Quote the data below in full, minus the images.

▸ Data excerpts
◇ ◇ ◇ ◇

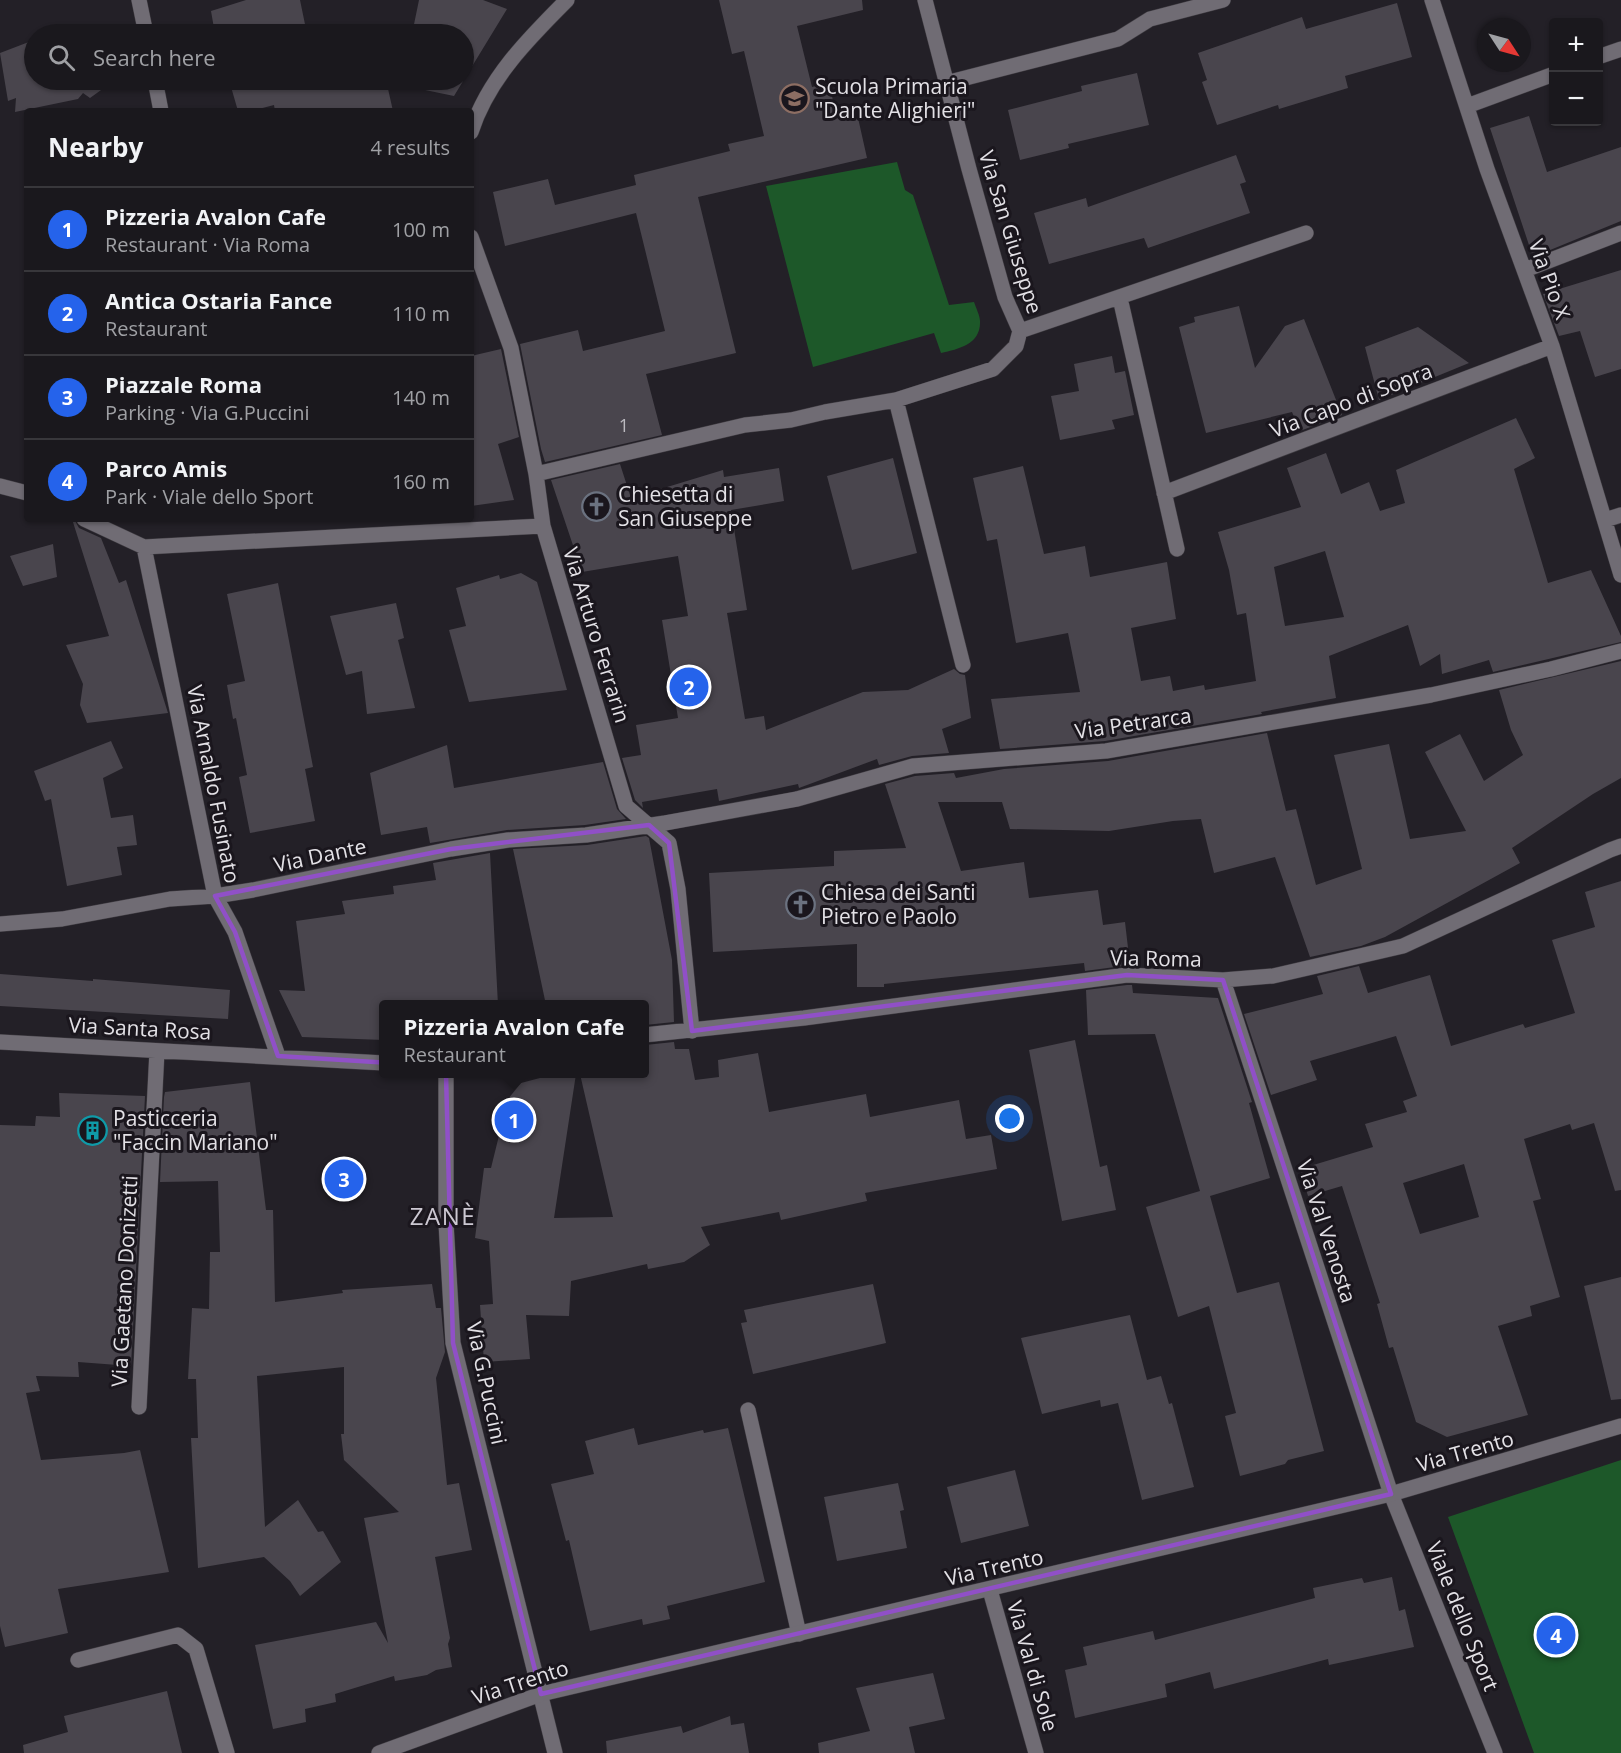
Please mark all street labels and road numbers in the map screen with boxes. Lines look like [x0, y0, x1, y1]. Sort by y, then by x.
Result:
street label: Via San Giuseppe [973, 147, 1049, 317]
street label: Via Pio X [1523, 235, 1578, 324]
street label: Via Capo di Sopra [1266, 356, 1436, 444]
street label: Via Arturo Ferrarin [557, 544, 637, 726]
street label: Via Arnaldo Fusinato [181, 683, 247, 885]
street label: Via Petrarca [1073, 701, 1193, 745]
street label: Via Dante [271, 832, 369, 878]
street label: Via Roma [1110, 943, 1202, 973]
street label: Via Santa Rosa [68, 1010, 212, 1046]
street label: Via Val Venosta [1291, 1156, 1363, 1306]
street label: Via Gaetano Donizetti [104, 1175, 144, 1387]
street label: Via G.Puccini [460, 1319, 514, 1447]
street label: Via Trento [1413, 1424, 1517, 1478]
street label: Viale dello Sport [1420, 1537, 1506, 1695]
street label: Via Trento [942, 1542, 1046, 1592]
street label: Via Val di Sole [1001, 1597, 1065, 1735]
street label: Via Trento [468, 1653, 572, 1711]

◇ ◇ ◇ ◇

▸ Response to this exercise
Please mark all street labels and road numbers in the map screen with boxes. Lines look like [x0, y0, x1, y1]. Sort by y, then by x.
Result:
street label: Via San Giuseppe [973, 147, 1049, 317]
street label: Via Pio X [1523, 235, 1578, 324]
street label: Via Capo di Sopra [1266, 356, 1436, 444]
street label: Via Arturo Ferrarin [557, 544, 637, 726]
street label: Via Arnaldo Fusinato [181, 683, 247, 885]
street label: Via Petrarca [1073, 701, 1193, 745]
street label: Via Dante [271, 832, 369, 878]
street label: Via Roma [1110, 943, 1202, 973]
street label: Via Santa Rosa [68, 1010, 212, 1046]
street label: Via Val Venosta [1291, 1156, 1363, 1306]
street label: Via Gaetano Donizetti [104, 1175, 144, 1387]
street label: Via G.Puccini [460, 1319, 514, 1447]
street label: Via Trento [1413, 1424, 1517, 1478]
street label: Viale dello Sport [1420, 1537, 1506, 1695]
street label: Via Trento [942, 1542, 1046, 1592]
street label: Via Val di Sole [1001, 1597, 1065, 1735]
street label: Via Trento [468, 1653, 572, 1711]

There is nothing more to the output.